*Record set*
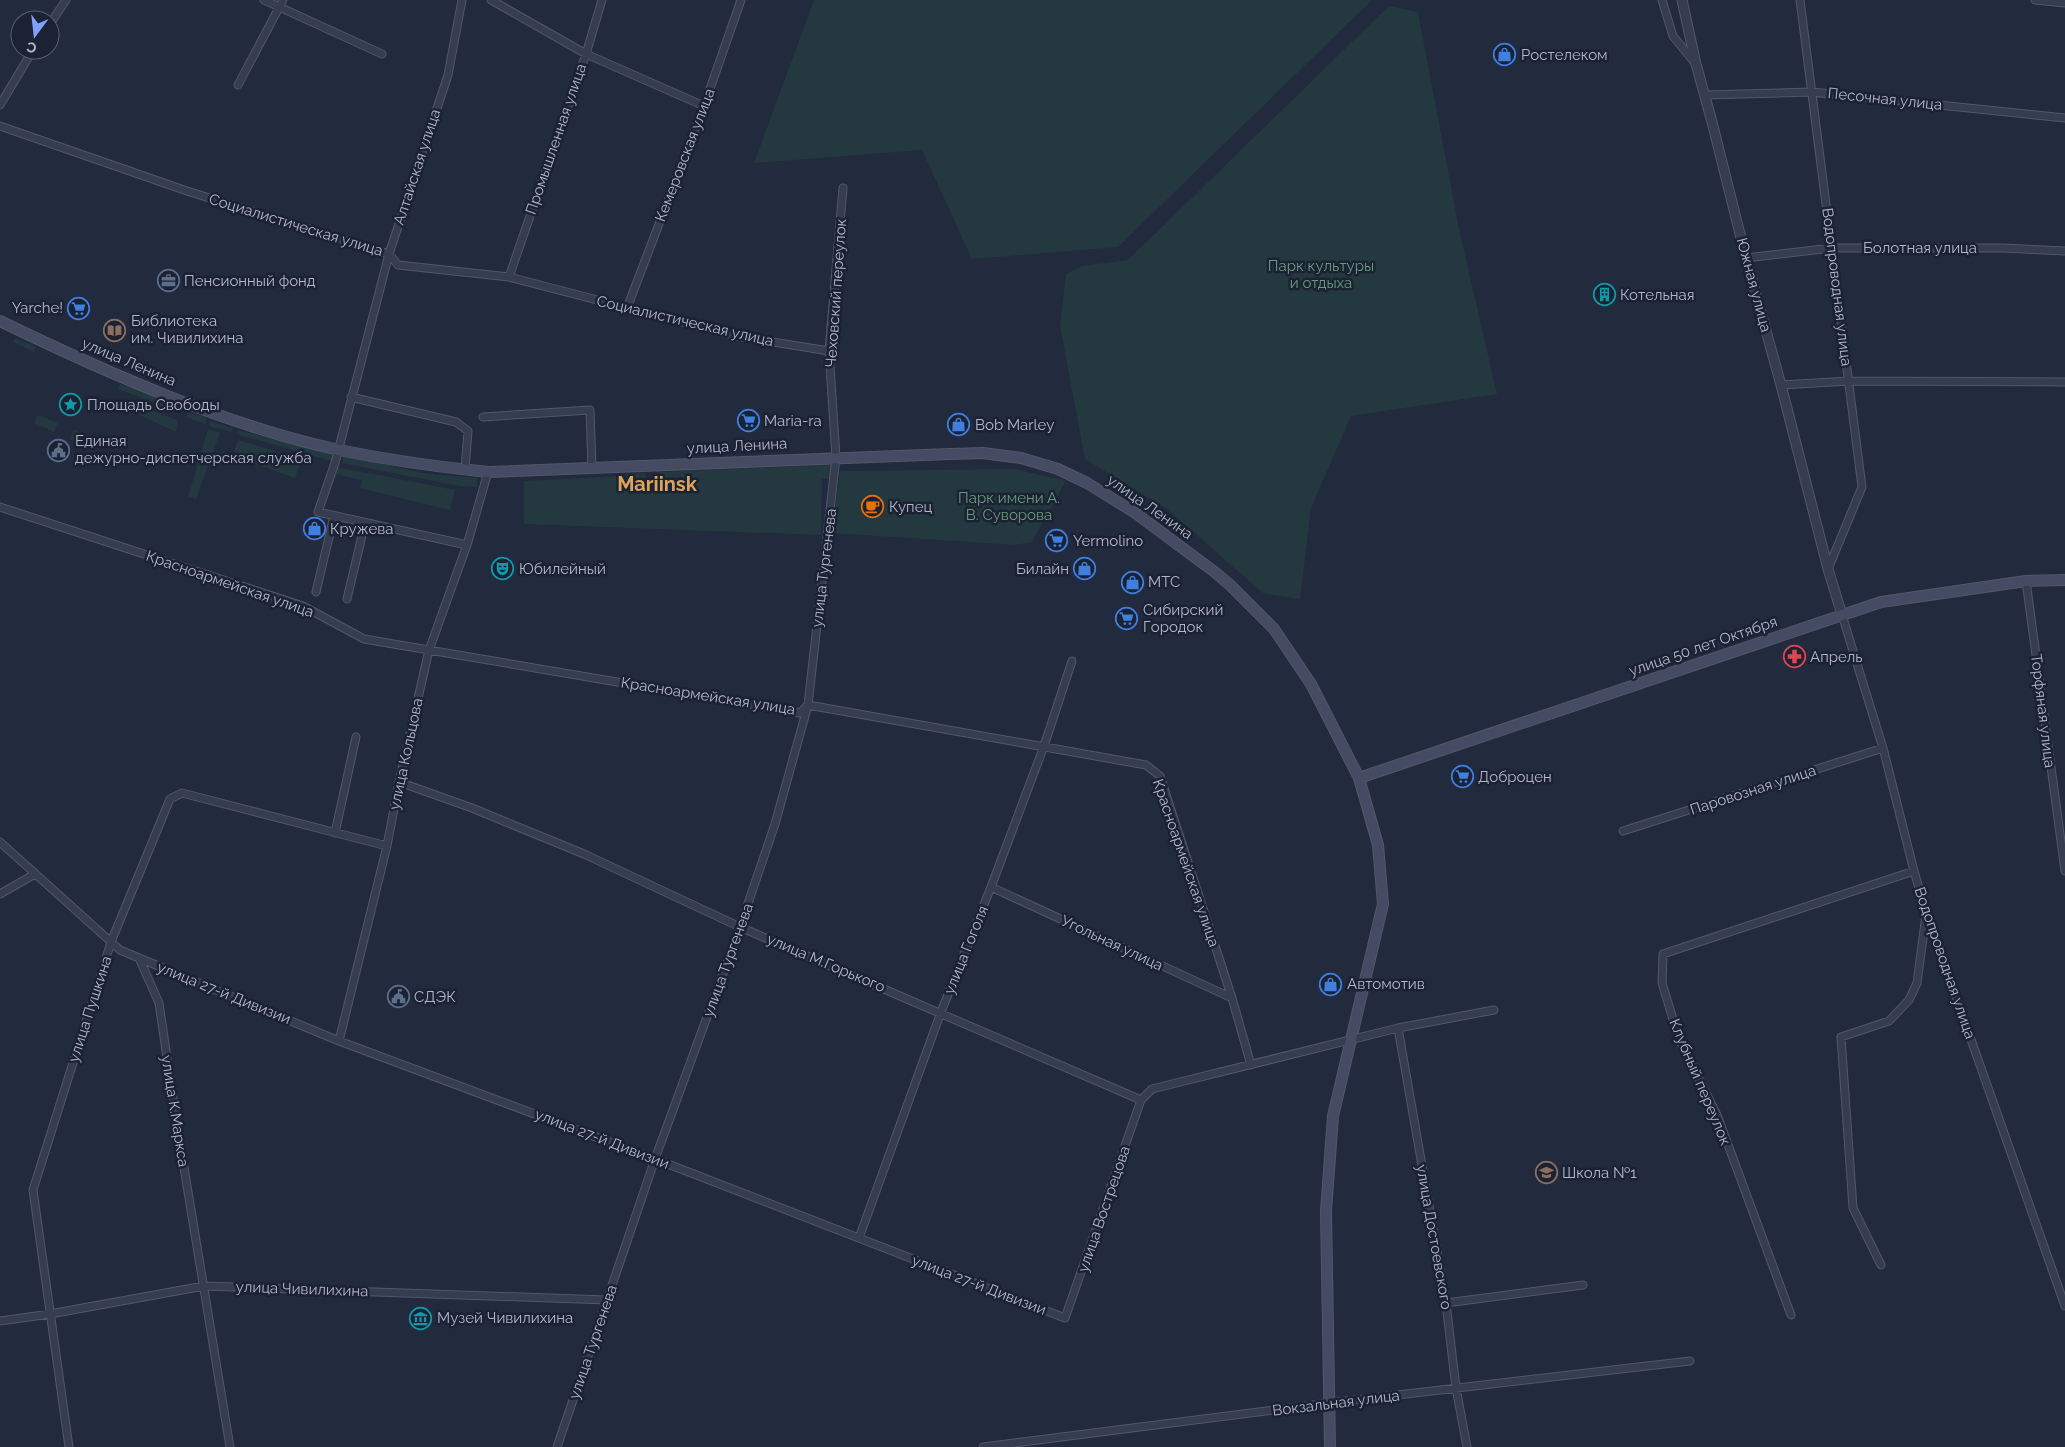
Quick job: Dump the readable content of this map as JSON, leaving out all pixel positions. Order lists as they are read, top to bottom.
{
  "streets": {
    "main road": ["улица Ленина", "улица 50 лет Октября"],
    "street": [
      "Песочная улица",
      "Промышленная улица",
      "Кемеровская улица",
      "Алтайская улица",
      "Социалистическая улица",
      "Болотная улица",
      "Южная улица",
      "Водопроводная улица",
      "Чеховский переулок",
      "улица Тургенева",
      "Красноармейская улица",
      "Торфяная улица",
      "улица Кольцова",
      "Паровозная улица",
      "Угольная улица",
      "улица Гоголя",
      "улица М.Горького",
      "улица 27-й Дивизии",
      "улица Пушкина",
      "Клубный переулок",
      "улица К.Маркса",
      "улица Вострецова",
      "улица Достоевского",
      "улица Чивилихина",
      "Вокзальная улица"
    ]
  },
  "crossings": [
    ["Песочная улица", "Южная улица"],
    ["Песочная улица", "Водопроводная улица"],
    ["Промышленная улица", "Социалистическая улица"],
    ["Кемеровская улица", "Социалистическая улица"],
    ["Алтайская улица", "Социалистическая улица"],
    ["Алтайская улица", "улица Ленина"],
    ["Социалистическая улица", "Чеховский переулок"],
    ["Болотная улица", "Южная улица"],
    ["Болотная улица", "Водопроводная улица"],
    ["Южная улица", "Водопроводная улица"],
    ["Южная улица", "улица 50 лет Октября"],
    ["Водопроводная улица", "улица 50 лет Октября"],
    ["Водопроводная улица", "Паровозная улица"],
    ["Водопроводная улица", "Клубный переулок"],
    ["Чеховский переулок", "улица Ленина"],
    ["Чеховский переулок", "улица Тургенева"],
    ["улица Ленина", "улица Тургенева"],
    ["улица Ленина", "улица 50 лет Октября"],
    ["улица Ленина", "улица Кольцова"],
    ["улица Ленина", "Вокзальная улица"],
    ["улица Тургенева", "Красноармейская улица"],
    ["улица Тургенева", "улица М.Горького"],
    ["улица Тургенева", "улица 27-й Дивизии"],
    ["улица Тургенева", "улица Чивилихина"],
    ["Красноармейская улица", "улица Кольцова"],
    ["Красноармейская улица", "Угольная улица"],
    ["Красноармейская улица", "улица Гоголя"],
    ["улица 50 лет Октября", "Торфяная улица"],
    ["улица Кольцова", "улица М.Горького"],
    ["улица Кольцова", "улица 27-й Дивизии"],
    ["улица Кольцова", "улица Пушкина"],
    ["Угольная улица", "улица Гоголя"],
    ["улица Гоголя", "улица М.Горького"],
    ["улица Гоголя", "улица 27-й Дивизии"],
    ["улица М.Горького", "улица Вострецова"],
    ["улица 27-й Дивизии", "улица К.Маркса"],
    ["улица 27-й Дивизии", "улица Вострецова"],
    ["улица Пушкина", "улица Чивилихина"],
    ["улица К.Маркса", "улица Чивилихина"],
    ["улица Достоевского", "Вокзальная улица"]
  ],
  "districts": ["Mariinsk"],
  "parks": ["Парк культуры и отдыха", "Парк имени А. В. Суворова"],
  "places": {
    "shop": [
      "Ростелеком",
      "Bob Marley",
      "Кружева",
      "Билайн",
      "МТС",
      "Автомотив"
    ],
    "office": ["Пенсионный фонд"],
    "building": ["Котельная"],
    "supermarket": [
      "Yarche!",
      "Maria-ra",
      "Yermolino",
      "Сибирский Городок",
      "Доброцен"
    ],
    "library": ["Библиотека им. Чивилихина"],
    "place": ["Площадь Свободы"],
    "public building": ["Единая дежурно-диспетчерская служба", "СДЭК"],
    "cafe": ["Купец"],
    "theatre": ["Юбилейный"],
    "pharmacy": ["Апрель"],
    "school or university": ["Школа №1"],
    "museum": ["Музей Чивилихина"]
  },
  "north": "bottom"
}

*Requirement*
Return the whole listing word for word. Pictures stay out of it.

*Written response*
Quick job: Dump the readable content of this map as JSON, leaving out all pixel positions. Order lists as they are read, top to bottom.
{
  "streets": {
    "main road": ["улица Ленина", "улица 50 лет Октября"],
    "street": [
      "Песочная улица",
      "Промышленная улица",
      "Кемеровская улица",
      "Алтайская улица",
      "Социалистическая улица",
      "Болотная улица",
      "Южная улица",
      "Водопроводная улица",
      "Чеховский переулок",
      "улица Тургенева",
      "Красноармейская улица",
      "Торфяная улица",
      "улица Кольцова",
      "Паровозная улица",
      "Угольная улица",
      "улица Гоголя",
      "улица М.Горького",
      "улица 27-й Дивизии",
      "улица Пушкина",
      "Клубный переулок",
      "улица К.Маркса",
      "улица Вострецова",
      "улица Достоевского",
      "улица Чивилихина",
      "Вокзальная улица"
    ]
  },
  "crossings": [
    ["Песочная улица", "Южная улица"],
    ["Песочная улица", "Водопроводная улица"],
    ["Промышленная улица", "Социалистическая улица"],
    ["Кемеровская улица", "Социалистическая улица"],
    ["Алтайская улица", "Социалистическая улица"],
    ["Алтайская улица", "улица Ленина"],
    ["Социалистическая улица", "Чеховский переулок"],
    ["Болотная улица", "Южная улица"],
    ["Болотная улица", "Водопроводная улица"],
    ["Южная улица", "Водопроводная улица"],
    ["Южная улица", "улица 50 лет Октября"],
    ["Водопроводная улица", "улица 50 лет Октября"],
    ["Водопроводная улица", "Паровозная улица"],
    ["Водопроводная улица", "Клубный переулок"],
    ["Чеховский переулок", "улица Ленина"],
    ["Чеховский переулок", "улица Тургенева"],
    ["улица Ленина", "улица Тургенева"],
    ["улица Ленина", "улица 50 лет Октября"],
    ["улица Ленина", "улица Кольцова"],
    ["улица Ленина", "Вокзальная улица"],
    ["улица Тургенева", "Красноармейская улица"],
    ["улица Тургенева", "улица М.Горького"],
    ["улица Тургенева", "улица 27-й Дивизии"],
    ["улица Тургенева", "улица Чивилихина"],
    ["Красноармейская улица", "улица Кольцова"],
    ["Красноармейская улица", "Угольная улица"],
    ["Красноармейская улица", "улица Гоголя"],
    ["улица 50 лет Октября", "Торфяная улица"],
    ["улица Кольцова", "улица М.Горького"],
    ["улица Кольцова", "улица 27-й Дивизии"],
    ["улица Кольцова", "улица Пушкина"],
    ["Угольная улица", "улица Гоголя"],
    ["улица Гоголя", "улица М.Горького"],
    ["улица Гоголя", "улица 27-й Дивизии"],
    ["улица М.Горького", "улица Вострецова"],
    ["улица 27-й Дивизии", "улица К.Маркса"],
    ["улица 27-й Дивизии", "улица Вострецова"],
    ["улица Пушкина", "улица Чивилихина"],
    ["улица К.Маркса", "улица Чивилихина"],
    ["улица Достоевского", "Вокзальная улица"]
  ],
  "districts": ["Mariinsk"],
  "parks": ["Парк культуры и отдыха", "Парк имени А. В. Суворова"],
  "places": {
    "shop": [
      "Ростелеком",
      "Bob Marley",
      "Кружева",
      "Билайн",
      "МТС",
      "Автомотив"
    ],
    "office": ["Пенсионный фонд"],
    "building": ["Котельная"],
    "supermarket": [
      "Yarche!",
      "Maria-ra",
      "Yermolino",
      "Сибирский Городок",
      "Доброцен"
    ],
    "library": ["Библиотека им. Чивилихина"],
    "place": ["Площадь Свободы"],
    "public building": ["Единая дежурно-диспетчерская служба", "СДЭК"],
    "cafe": ["Купец"],
    "theatre": ["Юбилейный"],
    "pharmacy": ["Апрель"],
    "school or university": ["Школа №1"],
    "museum": ["Музей Чивилихина"]
  },
  "north": "bottom"
}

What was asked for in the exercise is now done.